Although it's impossible to predict the strategy that head coach Mike Shanahan and general manager Bruce Allen will use going into the draft, there are plenty of college prospects who should at least be on their radar.
The Washington Redskins 2013 NFL Draft Radar is a series of articles to help you get familiar with prospects that would fit in Washington. Check back often for new scouting reports and info.
Name: Chris Harper
School: Kansas State
Weight: 229 lbs
Coming out of Northwest High School in Kansas, Chris Harper was a PrepStar All-American and four-star recruit according to Rivals. In addition to leading his team as an option quarterback, Harper also helped lead Northwest to the Class 6A State basketball championships as a sophomore.
Harper joined Chip Kelly and Oregon in 2008 as a true freshman and converted from quarterback to wide receiver after the first five games. In limited action, Harper finished the season as the Ducks’ fifth-leading rusher and receiver. He also replaced injured quarterback Justin Roper in overtime at Purdue and strung together the winning scoring drive.

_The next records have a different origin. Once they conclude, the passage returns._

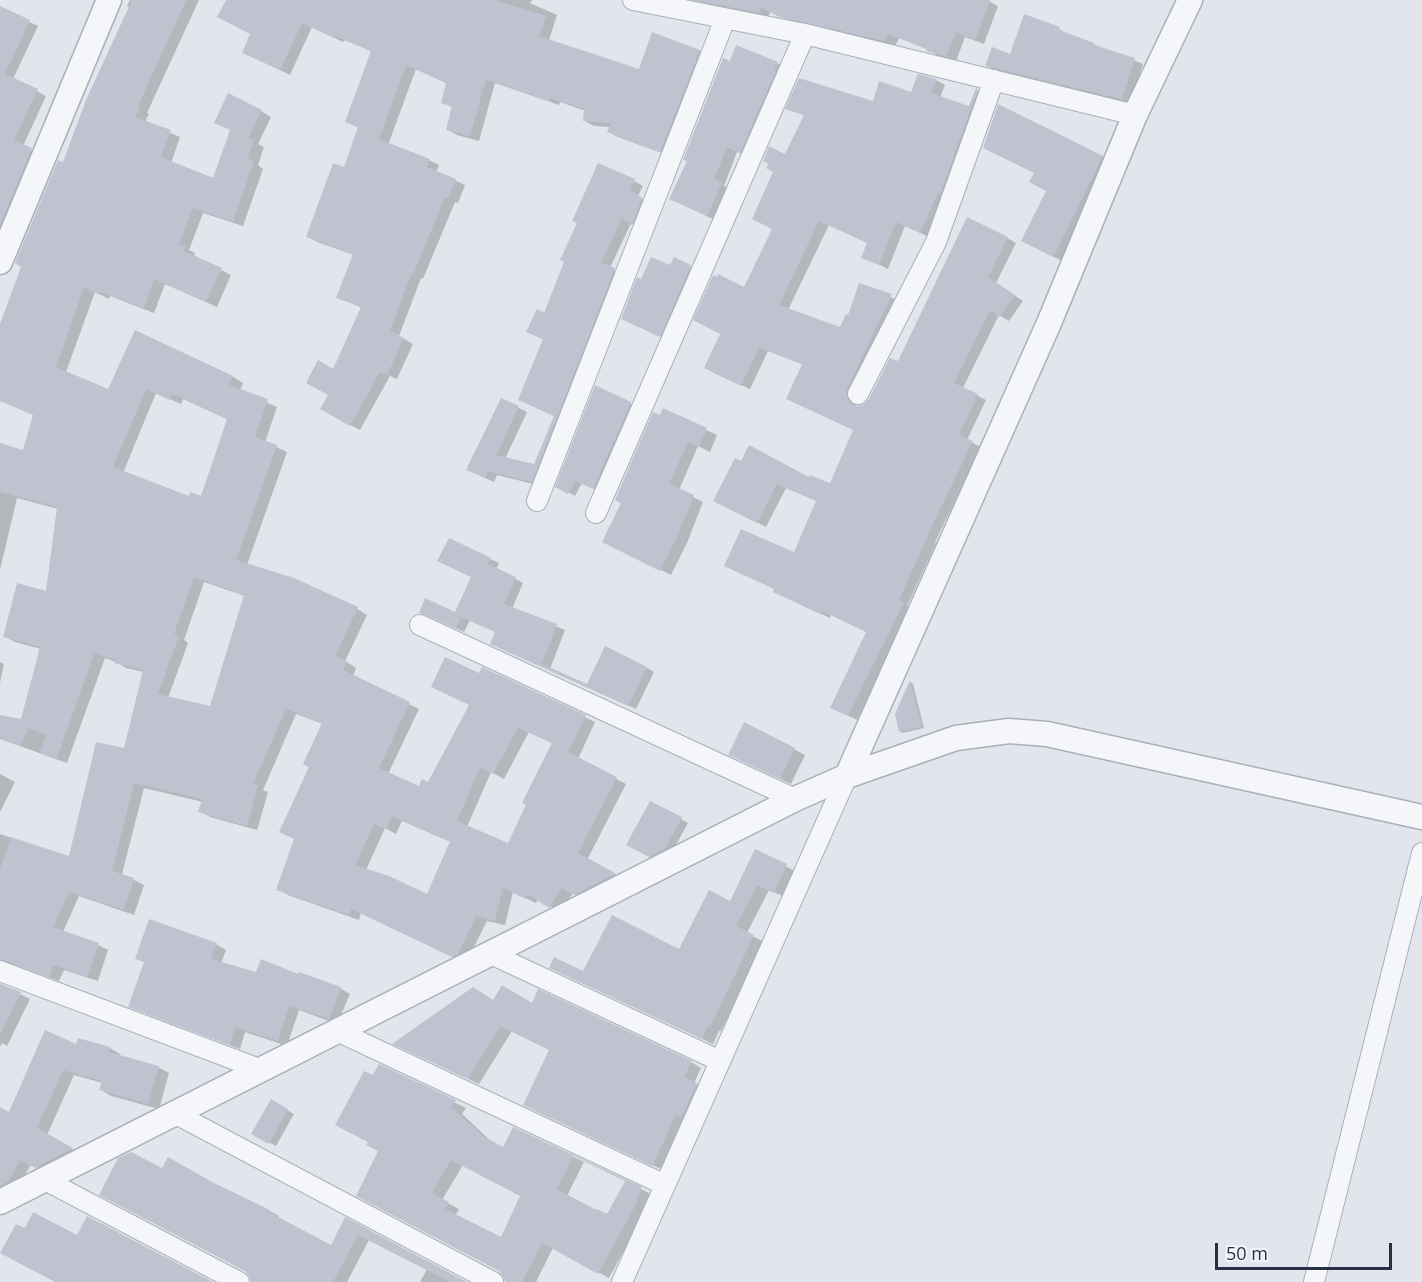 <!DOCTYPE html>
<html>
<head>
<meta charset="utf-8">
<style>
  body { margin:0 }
  #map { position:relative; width:1422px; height:1282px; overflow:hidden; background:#e2e5ec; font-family:"Open Sans",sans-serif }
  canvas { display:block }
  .scale { position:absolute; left:1215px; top:1243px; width:177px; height:27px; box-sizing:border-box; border:3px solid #283046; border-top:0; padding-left:8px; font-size:18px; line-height:21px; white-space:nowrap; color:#283046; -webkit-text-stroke:4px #f2f4f9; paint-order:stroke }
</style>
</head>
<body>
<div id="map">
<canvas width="1422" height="1282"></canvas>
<div class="scale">50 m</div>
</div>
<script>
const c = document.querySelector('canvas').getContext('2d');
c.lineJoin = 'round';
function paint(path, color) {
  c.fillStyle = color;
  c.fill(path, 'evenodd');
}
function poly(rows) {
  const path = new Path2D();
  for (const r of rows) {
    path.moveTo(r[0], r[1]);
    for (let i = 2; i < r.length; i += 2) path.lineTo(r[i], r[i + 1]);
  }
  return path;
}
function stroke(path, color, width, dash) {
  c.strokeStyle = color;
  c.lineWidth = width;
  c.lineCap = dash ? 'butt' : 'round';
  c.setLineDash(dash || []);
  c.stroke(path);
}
const shadow = poly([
  [130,0,199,0,147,113,149,114,145,122,180,137,171,163,214,180,261,111,271,117,258,144,264,147,258,165,263,169,243,226,203,213,189,250,195,253,194,257,231,275,217,307,165,284,154,313,110,296,109,299,95,292,66,372,109,391,136,332,233,377,243,383,240,391,277,407,265,442,287,452,247,565,357,609,367,615,345,661,356,668,353,676,419,709,388,774,420,788,429,784,470,705,483,669,595,722,578,759,626,784,587,860,624,879,586,900,573,893,560,912,538,899,536,903,513,892,505,925,487,921,468,959,464,962,361,913,359,920,288,895,278,889,295,839,311,767,323,724,296,714,263,790,268,792,257,830,210,817,200,811,203,802,144,788,122,874,144,885,134,915,79,896,63,932,98,945,108,950,98,981,64,970,59,981,16,965,9,964,0,973,0,834,70,858,125,750,144,672,126,668,116,662,105,658,67,763,0,739,0,716,23,721,41,649,15,642,4,636,47,593,58,509,17,498,0,570,0,444,24,452,34,415,0,400,0,328,63,164,130,8,127,6],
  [156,393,181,404,183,399,229,420,201,497,189,498,123,473],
  [204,582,245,596,211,708,168,698,188,643,184,640],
  [529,732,554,744,509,845,467,827,491,772,504,779],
  [402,821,451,842,428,896,366,870,385,828,396,834],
  [227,0,532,0,530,3,557,15,549,40,640,71,699,51,709,56,670,156,618,137,609,132,611,127,594,126,585,121,586,111,560,102,559,105,495,83,479,141,457,135,447,129,453,108,443,102,448,84,416,69,388,145,429,160,439,165,436,172,465,185,458,203,455,202,423,279,421,278,399,336,413,344,397,379,390,376,360,430,322,409,330,395,334,371,362,308,338,297,354,255,317,242,308,237,345,169,359,128,346,122,373,52,345,40,343,42,312,27,290,75,253,57,252,34],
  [691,0,986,0,998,6,984,44,965,37,956,61,938,56,929,50,899,38,895,46,790,21,771,11,768,17],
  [0,8,38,26,13,79,46,96,23,146,40,155,0,251],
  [1059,29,1067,34,1143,64,1130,103,994,70,986,65,1010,55],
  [777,63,787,69,750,157,737,152,724,186,732,190,717,221,681,204],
  [936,80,945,85,940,98,970,108,978,90,986,95,929,237,905,226,888,269,863,257,868,243,829,225,788,310,841,329,849,316,860,285,900,301,856,394,856,406,865,406,898,363,1007,238,1016,243,996,283,1023,301,1009,321,999,315,963,388,986,400,967,440,981,447,935,542,936,543,907,606,912,609,857,720,841,712,868,632,831,614,830,618,783,596,794,554,817,501,786,488,766,527,723,505,736,460,831,485,854,430,804,365,768,351,750,389,714,373,744,289,773,229,786,156,805,116,787,108,873,103,912,94],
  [1102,157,1116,166,1068,264,1038,249],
  [634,181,643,186,638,196,650,205,641,229,631,223,610,268,623,275,541,486,497,475,494,482,477,474,502,400,527,412,505,459,535,466,555,416,544,340,537,336,545,315],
  [674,259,701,273,671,341,633,324,642,281,671,267],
  [596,387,637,407,600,492,582,483,575,496,557,486],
  [663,410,717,435,710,452,698,446,679,490,703,502,687,543,671,575,614,547],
  [449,540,499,563,496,569,523,583,512,609,565,630,550,669,588,686,647,668,654,672,636,709,500,648,496,632,470,620,464,632,421,613,456,614,472,577],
  [0,662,4,664,0,683],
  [911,682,913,684,924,728,903,733,900,731,896,714],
  [794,749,805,755,791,784,741,760],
  [0,774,15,782,0,812],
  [651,803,688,823,672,852,657,860,628,845],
  [755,851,797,872,785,897,769,890,747,933,764,942,721,1031,719,1031,713,1044,561,973,584,973,679,951,730,903],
  [216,944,226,950,221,963,257,973,299,976,340,988,350,994,337,1024,299,1010,287,1046,245,1032,240,1049,139,1011,130,1006],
  [0,984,30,999,7,1046,2,1043,0,1047],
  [494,1002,533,1005,691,1062,701,1068,694,1083,707,1090,663,1170,536,1111,551,1051,512,1031,479,1084,404,1049],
  [79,1039,110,1048,120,1054,120,1056,158,1067,169,1073,159,1109,111,1096,101,1090,103,1083,74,1075,47,1135,82,1155,47,1173,31,1164,18,1188,0,1191,0,1109,9,1114,77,1046],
  [380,1066,466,1108,462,1114,494,1144,504,1149,514,1129,584,1162,567,1196,608,1216,641,1189,652,1195,644,1214,609,1278,553,1248,536,1282,506,1282,500,1271,380,1151,373,1077],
  [463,1165,522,1196,501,1239,455,1216,459,1209,442,1200],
  [271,1101,294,1114,276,1146,253,1133],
  [162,1170,213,1184,268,1210,279,1216,278,1218,332,1247,346,1219,464,1282,420,1282,427,1269,369,1240,347,1282,252,1282,247,1271]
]);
const building = poly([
  [132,0,186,0,138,106,140,107,135,117,171,130,161,157,213,178,230,130,214,123,228,93,262,110,248,138,254,140,248,159,254,161,233,222,193,208,179,244,186,246,184,251,222,268,206,302,154,279,144,308,100,292,98,294,84,287,56,367,108,389,135,330,233,376,229,385,268,399,255,437,277,445,236,560,294,578,358,607,335,656,347,661,343,670,410,702,379,768,419,786,422,779,428,782,469,705,431,687,445,657,479,673,482,667,586,715,568,752,617,777,578,853,615,873,615,874,574,895,562,888,549,908,528,894,526,899,503,888,495,921,476,916,458,954,452,957,351,909,349,915,276,890,294,839,279,832,309,767,303,764,322,723,286,709,253,784,258,785,247,826,198,812,202,799,134,783,112,871,134,878,124,910,69,892,53,927,99,943,87,977,53,965,49,977,0,959,0,869,11,837,69,856,96,742,124,748,143,670,114,663,115,660,94,653,57,758,40,753,46,735,29,728,20,746,0,738,0,715,21,719,40,647,3,637,17,583,46,591,57,507,0,492,0,443,23,450,33,415,0,401,0,324,21,267,15,263,58,160,63,162,86,100],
  [146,389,170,400,173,394,227,419,201,496,190,492,189,496,113,467],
  [194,577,244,595,210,706,158,694,179,636,174,634],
  [518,728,552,743,522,803,526,805,508,843,457,821,480,767,493,774],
  [392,816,450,841,427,894,389,876,355,865,374,824,386,829],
  [226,0,495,0,546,16,539,36,639,69,652,32,700,50,660,152,607,132,611,123,583,121,584,109,550,98,549,101,486,79,470,136,446,130,452,106,441,103,446,83,406,65,379,139,430,159,427,167,456,179,448,199,445,197,413,275,411,274,390,331,404,338,387,375,380,372,350,426,320,409,328,395,306,383,318,360,333,369,361,307,336,298,353,254,306,237,333,163,344,167,358,127,345,122,371,51,335,36,334,38,302,23,280,70,242,53,250,34,217,17],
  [695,0,990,0,975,40,956,32,946,56,926,51,927,49,889,34,885,41,779,17,761,7,759,13],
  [0,6,30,20,5,74,38,89,14,140,32,148,0,225],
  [1024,14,1060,27,1059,30,1094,43,1094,45,1135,58,1122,99,985,66,992,47,1010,54],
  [736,45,778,62,774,70,776,71,740,153,727,147,714,179,722,183,707,216,669,199,687,161,683,160,723,58,730,61],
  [918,74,937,79,931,93,969,106,976,88,978,89,940,194,938,193,920,233,896,222,879,265,861,258,867,243,819,221,779,305,840,327,846,314,848,315,859,283,892,294,847,389,848,400,852,404,858,406,864,404,869,399,890,358,898,361,967,217,1008,237,988,277,1015,295,999,317,990,310,954,383,978,394,959,435,973,441,927,536,928,536,899,600,904,602,848,716,830,708,866,632,822,611,820,614,773,592,774,589,724,566,741,529,794,552,816,501,777,484,757,523,713,501,735,458,741,461,749,445,809,477,810,475,830,483,853,430,786,399,802,364,759,347,741,386,704,368,720,334,693,320,713,275,717,277,718,274,744,287,772,229,752,219,773,172,766,168,769,164,763,161,769,146,785,154,804,115,785,109,799,78,873,101,879,81,911,92],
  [998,104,1103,156,1053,257,1021,241,1046,191,1029,182,1034,173,983,148],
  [598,163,635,179,630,190,642,198,632,225,622,218,601,263,615,268,532,482,488,471,485,478,466,470,501,398,519,406,496,455,534,464,554,416,518,400,543,339,526,332,537,309,544,313,564,262,560,260,577,223,572,221],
  [651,257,670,265,674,257,691,265,660,337,621,319,637,277,641,279],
  [595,385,631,402,593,489,575,481,568,494,555,487],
  [663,408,707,428,699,447,688,442,669,484,694,495,677,537,660,571,602,542,621,503,615,500,653,412,660,415],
  [449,538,491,558,488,564,516,577,504,604,557,624,542,664,587,684,605,646,647,667,628,706,490,644,495,632,461,617,456,629,425,614,419,613,425,598,455,612,471,577,437,561],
  [910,680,922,727,899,732,895,714],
  [744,722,795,748,780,779,728,755],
  [650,801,682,817,665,849,649,857,626,845],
  [755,849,787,864,774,893,757,885,736,926,754,935,710,1027,708,1026,702,1039,549,968,554,957,583,971,612,915,679,949,709,890,730,901],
  [149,919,217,943,211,959,256,972,261,959,298,974,299,972,341,987,329,1019,289,1006,278,1041,235,1027,230,1045,128,1007,144,962,135,959],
  [0,984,21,992,0,1034],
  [502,985,532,1003,538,989,692,1061,684,1077,697,1083,681,1118,676,1115,652,1166,523,1105,549,1050,500,1026,468,1079,392,1044,473,987,493,1000],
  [45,1030,76,1044,78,1038,110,1047,109,1052,159,1066,148,1104,99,1090,102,1081,63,1070,37,1128,73,1148,35,1168,20,1160,8,1182,0,1186,0,1107,9,1112],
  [379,1064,456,1100,451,1107,483,1136,503,1147,513,1127,642,1187,634,1208,598,1274,542,1243,522,1282,505,1282,503,1276,499,1271,356,1196,378,1151,366,1145,368,1142,335,1125,364,1071,373,1075],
  [573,1156,625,1181,607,1214,597,1209,596,1210,557,1189],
  [451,1160,520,1196,501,1237,445,1209,449,1202,432,1193],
  [271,1099,288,1109,269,1144,251,1134],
  [131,1152,162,1168,168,1157,214,1183,268,1209,267,1211,331,1245,345,1217,467,1282,450,1282,358,1235,333,1282,251,1282,249,1276,245,1271,99,1195,118,1158],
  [33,1212,77,1235,87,1216,213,1282,55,1282,0,1253,16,1224,25,1228]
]);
const minor = poly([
  [633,0,805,34,1135,115],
  [858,394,936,242,994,80],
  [537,501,725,19],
  [596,513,805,34],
  [420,625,795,799],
  [491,954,720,1061],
  [0,971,262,1070],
  [337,1031,665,1185],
  [174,1113,493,1282],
  [43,1179,239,1282],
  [622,1282,847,776],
  [1314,1282,1422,853]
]);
const tertiary = poly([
  [0,262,109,0],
  [847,776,1049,323,1135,115,1190,0],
  [0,1202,795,799,847,776,956,738,1009,731,1047,734,1422,817]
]);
paint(shadow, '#0003');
paint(building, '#bec3cf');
stroke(minor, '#aaafba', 22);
stroke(tertiary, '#aaafba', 27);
stroke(minor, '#f5f6f9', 20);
stroke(tertiary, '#f5f6f9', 24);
</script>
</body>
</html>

In an effort to be closer to home, Harper transferred to Kansas State as a sophomore and redshirted the 2009 season.
In 2010, Harper played in all 13 games for the Wildcats, starting seven, and totaled 25 catches for 330 yards and four touchdowns. He would lead the team the following season in receptions, receiving yards and receiving touchdowns, hauling in 40 catches for 547 yards and five scores.
As a senior this past season, Harper had his best year on the field, bringing in 58 catches for 857 yards and three scores.
Harper is a sizable wide receiver with a thick build and full frame that he uses in every aspect of his game. He has the ability to be physical at the line, through his routes, while making the catch and when running with the ball in his hands. At this point, he is also experienced in using his size to his advantage, wisely boxing-out and taking the inside on deep routes.
Albeit a bit heavy between 225 and 234 pounds, arguably the best part about Harper’s size is his control. His coordination and ability to adjust his body make him a better athlete than some may give him credit for.
Harper isn’t one of the burners in this class, but that’s not to say he can’t be a vertical threat. Harper is a regular mismatch on the outside. And while his straight-line speed may not be top tier, it’s still enough to streak, use the sidelines and make his defender fight for a ball in the air.
Again attributing to his athleticism, Harper has good leaping ability that can cause fits for the majority of cornerbacks shorter than him. And when he comes down with the ball, Harper possesses deceiving elusiveness in the open field. His strength and size doesn’t make him an easy tackle at initial contact and he’s a hard runner after the catch.
Given he was a converted quarterback at one point in his collegiate career, Harper’s hands are impressive. Like his physique, his hands are strong and he uses them to snatch the ball out of the air. He has good concentration seeing the pass and he helps himself with understanding the defender’s angle.
Although Harper will need to continue to improve his route running, he has the ability to be effective throughout the tree. Right now he can come in and make his money on out-routes and slants, but teams will inch their way in his development. He’s a natural redzone target given his bulk, vertical and aggressiveness in jump-ball situations.
Kansas State quarterback Collin Klein was a Heisman Trophy finalist, but it wasn’t for being a great passer. It’s interesting—and intriguing—to think of the difference in Harper’s production with a better passer getting him the ball. Especially in the redzone.
Although the Redskins' situation at wide receiver made huge strides last season after landing Pierre Garcon and Joshua Morgan in free agency, the position isn't quite finished.
Leonard Hankerson had plenty of fans in his corner last season and he failed to deliver. Despite a productive 2012, Santana Moss is aging and set to count more than $6.1 million against the cap next season. Aldrick Robinson showed flashes, but are coaches prepared to label him consistent?
Chris Harper is an attractive receiver in one of the draft’s deeper positions. He’s a guy that should show well at the combine and scouts may see him as an Anquan Boldin type.